▸ **Exercise requirements**: Below are records to print word for word; include none of their pictures.

(Records contained in a dataset)
=== Begin Enclosure ===
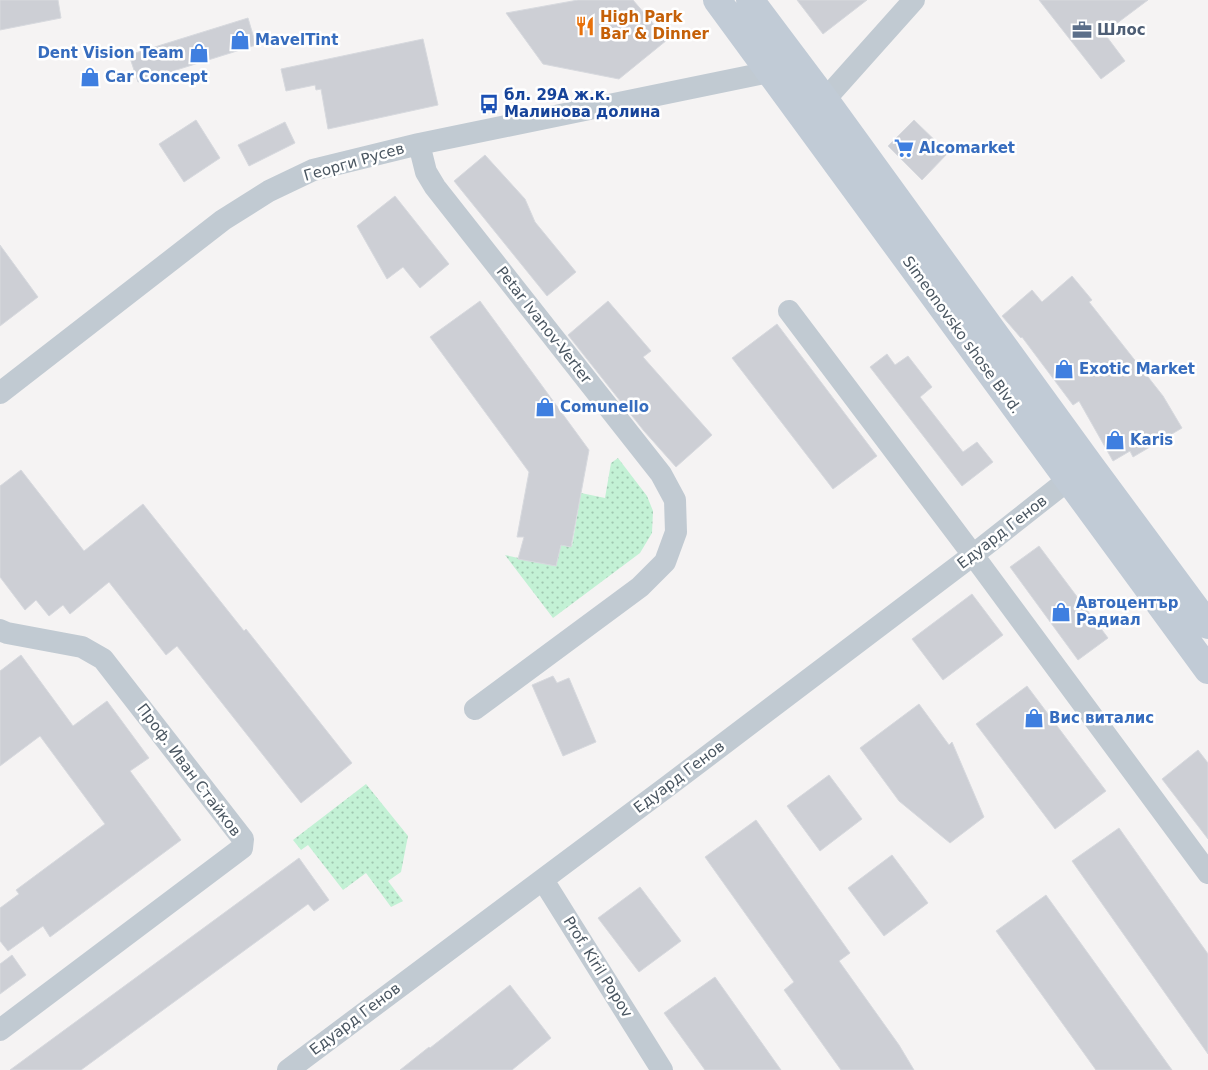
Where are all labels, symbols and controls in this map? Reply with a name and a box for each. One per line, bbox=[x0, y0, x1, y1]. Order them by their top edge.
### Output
place label: High Park Bar & Dinner bbox=[600, 8, 710, 43]
restaurant icon: High Park Bar & Dinner bbox=[574, 15, 596, 37]
office icon: Шлос bbox=[1071, 19, 1093, 41]
place label: Шлос bbox=[1097, 21, 1146, 39]
shop icon: MavelTint bbox=[229, 29, 251, 51]
place label: MavelTint bbox=[255, 31, 338, 49]
shop icon: Dent Vision Team bbox=[188, 42, 210, 64]
place label: Dent Vision Team bbox=[37, 44, 184, 62]
shop icon: Car Concept bbox=[79, 66, 101, 88]
place label: Car Concept bbox=[105, 68, 208, 86]
place label: бл. 29А ж.к. Малинова долина bbox=[504, 86, 660, 121]
bus stop icon: бл. 29А ж.к. Малинова долина bbox=[478, 93, 500, 115]
supermarket icon: Alcomarket bbox=[893, 137, 915, 159]
street label: Георги Русев bbox=[302, 139, 406, 185]
place label: Alcomarket bbox=[919, 139, 1015, 157]
street label: Simeonovsko shose Blvd. bbox=[899, 253, 1025, 417]
street label: Petar Ivanov-Verter bbox=[493, 263, 596, 388]
shop icon: Exotic Market bbox=[1053, 358, 1075, 380]
place label: Exotic Market bbox=[1079, 360, 1195, 378]
shop icon: Comunello bbox=[534, 396, 556, 418]
place label: Comunello bbox=[560, 398, 649, 416]
shop icon: Karis bbox=[1104, 429, 1126, 451]
place label: Karis bbox=[1130, 431, 1173, 449]
street label: Едуард Генов bbox=[954, 491, 1050, 573]
place label: Автоцентър Радиал bbox=[1076, 594, 1179, 629]
shop icon: Автоцентър Радиал bbox=[1050, 601, 1072, 623]
street label: Проф. Иван Стайков bbox=[133, 700, 245, 840]
shop icon: Вис виталис bbox=[1023, 707, 1045, 729]
place label: Вис виталис bbox=[1049, 709, 1154, 727]
street label: Едуард Генов bbox=[630, 737, 728, 817]
street label: Prof. Kiril Popov bbox=[560, 913, 636, 1021]
street label: Едуард Генов bbox=[306, 979, 404, 1059]

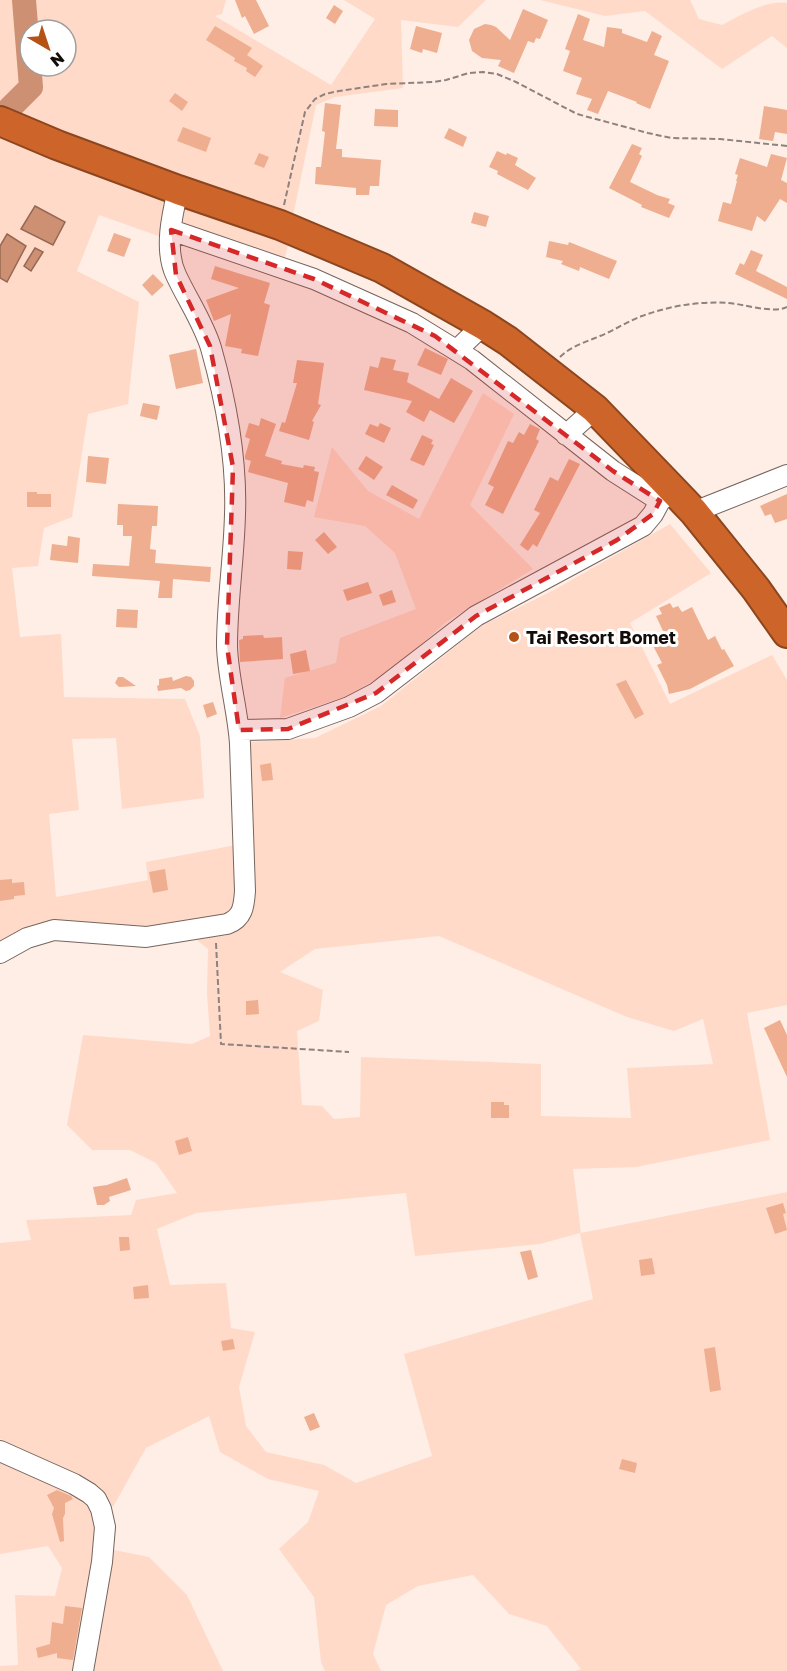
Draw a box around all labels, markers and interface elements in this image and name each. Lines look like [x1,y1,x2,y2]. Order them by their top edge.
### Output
north arrow [18,18,78,78]
text: N [46,48,68,71]
place label: Tai Resort Bomet [526,626,676,648]
marker: Tai Resort Bomet [507,630,521,644]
=== End Enclosure ===
▸ **Solution to the problem**:
Where are all labels, symbols and controls in this map? Reply with a name and a box for each. One per line, bbox=[x0, y0, x1, y1]. Order them by their top edge.
### Output
place label: High Park Bar & Dinner bbox=[600, 8, 710, 43]
restaurant icon: High Park Bar & Dinner bbox=[574, 15, 596, 37]
office icon: Шлос bbox=[1071, 19, 1093, 41]
place label: Шлос bbox=[1097, 21, 1146, 39]
shop icon: MavelTint bbox=[229, 29, 251, 51]
place label: MavelTint bbox=[255, 31, 338, 49]
shop icon: Dent Vision Team bbox=[188, 42, 210, 64]
place label: Dent Vision Team bbox=[37, 44, 184, 62]
shop icon: Car Concept bbox=[79, 66, 101, 88]
place label: Car Concept bbox=[105, 68, 208, 86]
place label: бл. 29А ж.к. Малинова долина bbox=[504, 86, 660, 121]
bus stop icon: бл. 29А ж.к. Малинова долина bbox=[478, 93, 500, 115]
supermarket icon: Alcomarket bbox=[893, 137, 915, 159]
street label: Георги Русев bbox=[302, 139, 406, 185]
place label: Alcomarket bbox=[919, 139, 1015, 157]
street label: Simeonovsko shose Blvd. bbox=[899, 253, 1025, 417]
street label: Petar Ivanov-Verter bbox=[493, 263, 596, 388]
shop icon: Exotic Market bbox=[1053, 358, 1075, 380]
place label: Exotic Market bbox=[1079, 360, 1195, 378]
shop icon: Comunello bbox=[534, 396, 556, 418]
place label: Comunello bbox=[560, 398, 649, 416]
shop icon: Karis bbox=[1104, 429, 1126, 451]
place label: Karis bbox=[1130, 431, 1173, 449]
street label: Едуард Генов bbox=[954, 491, 1050, 573]
place label: Автоцентър Радиал bbox=[1076, 594, 1179, 629]
shop icon: Автоцентър Радиал bbox=[1050, 601, 1072, 623]
street label: Проф. Иван Стайков bbox=[133, 700, 245, 840]
shop icon: Вис виталис bbox=[1023, 707, 1045, 729]
place label: Вис виталис bbox=[1049, 709, 1154, 727]
street label: Едуард Генов bbox=[630, 737, 728, 817]
street label: Prof. Kiril Popov bbox=[560, 913, 636, 1021]
street label: Едуард Генов bbox=[306, 979, 404, 1059]

Draw a box around all labels, markers and interface elements in this image and name each. Lines look like [x1,y1,x2,y2]. Order them by their top edge.
### Output
north arrow [18,18,78,78]
text: N [46,48,68,71]
place label: Tai Resort Bomet [526,626,676,648]
marker: Tai Resort Bomet [507,630,521,644]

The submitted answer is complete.